§ **Task statement**
Transcribe the data exactly, stopping after the "Localize all text" line.

(Saved data entries)
━━━━━━━━━━━━━━━━━━━━━━━━━━━━━━

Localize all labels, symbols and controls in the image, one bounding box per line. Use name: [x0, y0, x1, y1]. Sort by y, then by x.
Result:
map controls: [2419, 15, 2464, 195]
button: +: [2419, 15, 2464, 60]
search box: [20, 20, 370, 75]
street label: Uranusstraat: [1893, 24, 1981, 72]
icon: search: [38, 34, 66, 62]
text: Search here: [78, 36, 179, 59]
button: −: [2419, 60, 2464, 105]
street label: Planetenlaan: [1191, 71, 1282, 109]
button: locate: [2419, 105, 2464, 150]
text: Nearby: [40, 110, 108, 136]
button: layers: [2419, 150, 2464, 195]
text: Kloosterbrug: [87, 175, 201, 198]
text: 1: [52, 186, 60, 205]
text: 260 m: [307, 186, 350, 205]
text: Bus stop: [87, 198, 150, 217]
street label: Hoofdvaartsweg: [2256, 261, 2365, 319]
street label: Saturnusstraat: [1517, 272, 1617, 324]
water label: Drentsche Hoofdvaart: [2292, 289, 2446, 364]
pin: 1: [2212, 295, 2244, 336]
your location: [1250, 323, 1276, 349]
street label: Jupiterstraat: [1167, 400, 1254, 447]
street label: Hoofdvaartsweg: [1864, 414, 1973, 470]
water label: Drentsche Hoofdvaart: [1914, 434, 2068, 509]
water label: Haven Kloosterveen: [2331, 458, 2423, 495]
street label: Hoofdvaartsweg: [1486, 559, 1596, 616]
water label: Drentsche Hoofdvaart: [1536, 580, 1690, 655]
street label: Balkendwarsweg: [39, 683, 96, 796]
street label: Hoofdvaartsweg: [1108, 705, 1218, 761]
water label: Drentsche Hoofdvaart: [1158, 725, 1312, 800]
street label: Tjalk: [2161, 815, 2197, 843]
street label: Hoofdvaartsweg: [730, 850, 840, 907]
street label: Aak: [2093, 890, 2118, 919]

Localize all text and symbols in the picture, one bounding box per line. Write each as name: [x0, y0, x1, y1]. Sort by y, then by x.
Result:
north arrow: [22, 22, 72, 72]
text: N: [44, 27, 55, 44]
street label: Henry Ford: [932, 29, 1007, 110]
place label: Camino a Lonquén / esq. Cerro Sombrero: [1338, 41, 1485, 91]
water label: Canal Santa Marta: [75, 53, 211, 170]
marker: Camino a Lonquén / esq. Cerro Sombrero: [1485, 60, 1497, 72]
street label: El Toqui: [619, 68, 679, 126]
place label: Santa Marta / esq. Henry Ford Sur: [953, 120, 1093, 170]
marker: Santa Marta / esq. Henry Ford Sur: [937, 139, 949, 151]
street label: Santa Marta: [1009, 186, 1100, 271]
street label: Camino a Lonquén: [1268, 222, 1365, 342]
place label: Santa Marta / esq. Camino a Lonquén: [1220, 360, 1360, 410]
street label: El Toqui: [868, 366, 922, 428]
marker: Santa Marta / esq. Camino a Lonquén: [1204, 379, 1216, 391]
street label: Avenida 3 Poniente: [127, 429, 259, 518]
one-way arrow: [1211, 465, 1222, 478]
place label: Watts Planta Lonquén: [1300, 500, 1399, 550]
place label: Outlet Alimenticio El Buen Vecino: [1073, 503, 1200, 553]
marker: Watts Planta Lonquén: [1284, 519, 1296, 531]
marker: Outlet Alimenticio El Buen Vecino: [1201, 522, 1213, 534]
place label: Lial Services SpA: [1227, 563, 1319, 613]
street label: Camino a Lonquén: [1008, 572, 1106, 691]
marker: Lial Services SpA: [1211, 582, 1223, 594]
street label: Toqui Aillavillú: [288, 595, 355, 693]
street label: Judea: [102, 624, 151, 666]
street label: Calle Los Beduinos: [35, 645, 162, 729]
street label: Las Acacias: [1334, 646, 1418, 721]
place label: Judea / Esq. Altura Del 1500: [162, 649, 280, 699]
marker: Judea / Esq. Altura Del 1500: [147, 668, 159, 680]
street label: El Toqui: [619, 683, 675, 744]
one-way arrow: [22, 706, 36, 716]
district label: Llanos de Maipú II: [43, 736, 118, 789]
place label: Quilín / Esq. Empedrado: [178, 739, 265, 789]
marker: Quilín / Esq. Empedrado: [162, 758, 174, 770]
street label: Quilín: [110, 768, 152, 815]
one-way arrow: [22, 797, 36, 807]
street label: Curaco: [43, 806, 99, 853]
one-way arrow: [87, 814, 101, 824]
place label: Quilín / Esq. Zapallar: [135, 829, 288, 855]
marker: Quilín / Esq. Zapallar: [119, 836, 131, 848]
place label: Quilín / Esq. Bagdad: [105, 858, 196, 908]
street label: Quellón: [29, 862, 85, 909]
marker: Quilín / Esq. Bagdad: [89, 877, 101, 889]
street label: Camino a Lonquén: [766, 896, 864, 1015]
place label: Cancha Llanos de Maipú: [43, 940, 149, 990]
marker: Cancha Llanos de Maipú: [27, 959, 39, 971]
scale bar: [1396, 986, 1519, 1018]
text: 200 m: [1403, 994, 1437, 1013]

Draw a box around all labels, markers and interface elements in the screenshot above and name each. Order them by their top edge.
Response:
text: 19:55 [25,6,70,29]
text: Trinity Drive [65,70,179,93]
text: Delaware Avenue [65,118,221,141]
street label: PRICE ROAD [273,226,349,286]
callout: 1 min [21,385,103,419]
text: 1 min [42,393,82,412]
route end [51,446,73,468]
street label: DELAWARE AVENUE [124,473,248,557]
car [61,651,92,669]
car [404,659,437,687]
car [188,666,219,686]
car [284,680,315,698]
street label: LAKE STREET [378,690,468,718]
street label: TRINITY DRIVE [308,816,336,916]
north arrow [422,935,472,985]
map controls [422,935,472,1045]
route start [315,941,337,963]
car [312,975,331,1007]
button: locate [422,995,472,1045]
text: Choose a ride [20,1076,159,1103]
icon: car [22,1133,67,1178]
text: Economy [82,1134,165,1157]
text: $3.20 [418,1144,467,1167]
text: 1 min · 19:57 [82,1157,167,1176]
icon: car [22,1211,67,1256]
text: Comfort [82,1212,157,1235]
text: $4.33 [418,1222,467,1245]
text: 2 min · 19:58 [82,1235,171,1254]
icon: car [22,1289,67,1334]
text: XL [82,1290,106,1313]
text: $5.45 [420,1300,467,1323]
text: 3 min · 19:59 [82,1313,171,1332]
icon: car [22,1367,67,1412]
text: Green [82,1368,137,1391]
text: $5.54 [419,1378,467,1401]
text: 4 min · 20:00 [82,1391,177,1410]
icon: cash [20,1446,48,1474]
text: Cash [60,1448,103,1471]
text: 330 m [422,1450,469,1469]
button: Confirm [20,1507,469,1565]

━━━━━━━━━━━━━━━━━━━━━━━━━━━━━━

§ **Task output**
Localize all labels, symbols and controls in the image, one bounding box per line. Use name: [x0, y0, x1, y1]. Sort by y, then by x.
Result:
map controls: [2419, 15, 2464, 195]
button: +: [2419, 15, 2464, 60]
search box: [20, 20, 370, 75]
street label: Uranusstraat: [1893, 24, 1981, 72]
icon: search: [38, 34, 66, 62]
text: Search here: [78, 36, 179, 59]
button: −: [2419, 60, 2464, 105]
street label: Planetenlaan: [1191, 71, 1282, 109]
button: locate: [2419, 105, 2464, 150]
text: Nearby: [40, 110, 108, 136]
button: layers: [2419, 150, 2464, 195]
text: Kloosterbrug: [87, 175, 201, 198]
text: 1: [52, 186, 60, 205]
text: 260 m: [307, 186, 350, 205]
text: Bus stop: [87, 198, 150, 217]
street label: Hoofdvaartsweg: [2256, 261, 2365, 319]
street label: Saturnusstraat: [1517, 272, 1617, 324]
water label: Drentsche Hoofdvaart: [2292, 289, 2446, 364]
pin: 1: [2212, 295, 2244, 336]
your location: [1250, 323, 1276, 349]
street label: Jupiterstraat: [1167, 400, 1254, 447]
street label: Hoofdvaartsweg: [1864, 414, 1973, 470]
water label: Drentsche Hoofdvaart: [1914, 434, 2068, 509]
water label: Haven Kloosterveen: [2331, 458, 2423, 495]
street label: Hoofdvaartsweg: [1486, 559, 1596, 616]
water label: Drentsche Hoofdvaart: [1536, 580, 1690, 655]
street label: Balkendwarsweg: [39, 683, 96, 796]
street label: Hoofdvaartsweg: [1108, 705, 1218, 761]
water label: Drentsche Hoofdvaart: [1158, 725, 1312, 800]
street label: Tjalk: [2161, 815, 2197, 843]
street label: Hoofdvaartsweg: [730, 850, 840, 907]
street label: Aak: [2093, 890, 2118, 919]

Localize all text and symbols in the picture, one bounding box per line. Write each as name: [x0, y0, x1, y1]. Sort by y, then by x.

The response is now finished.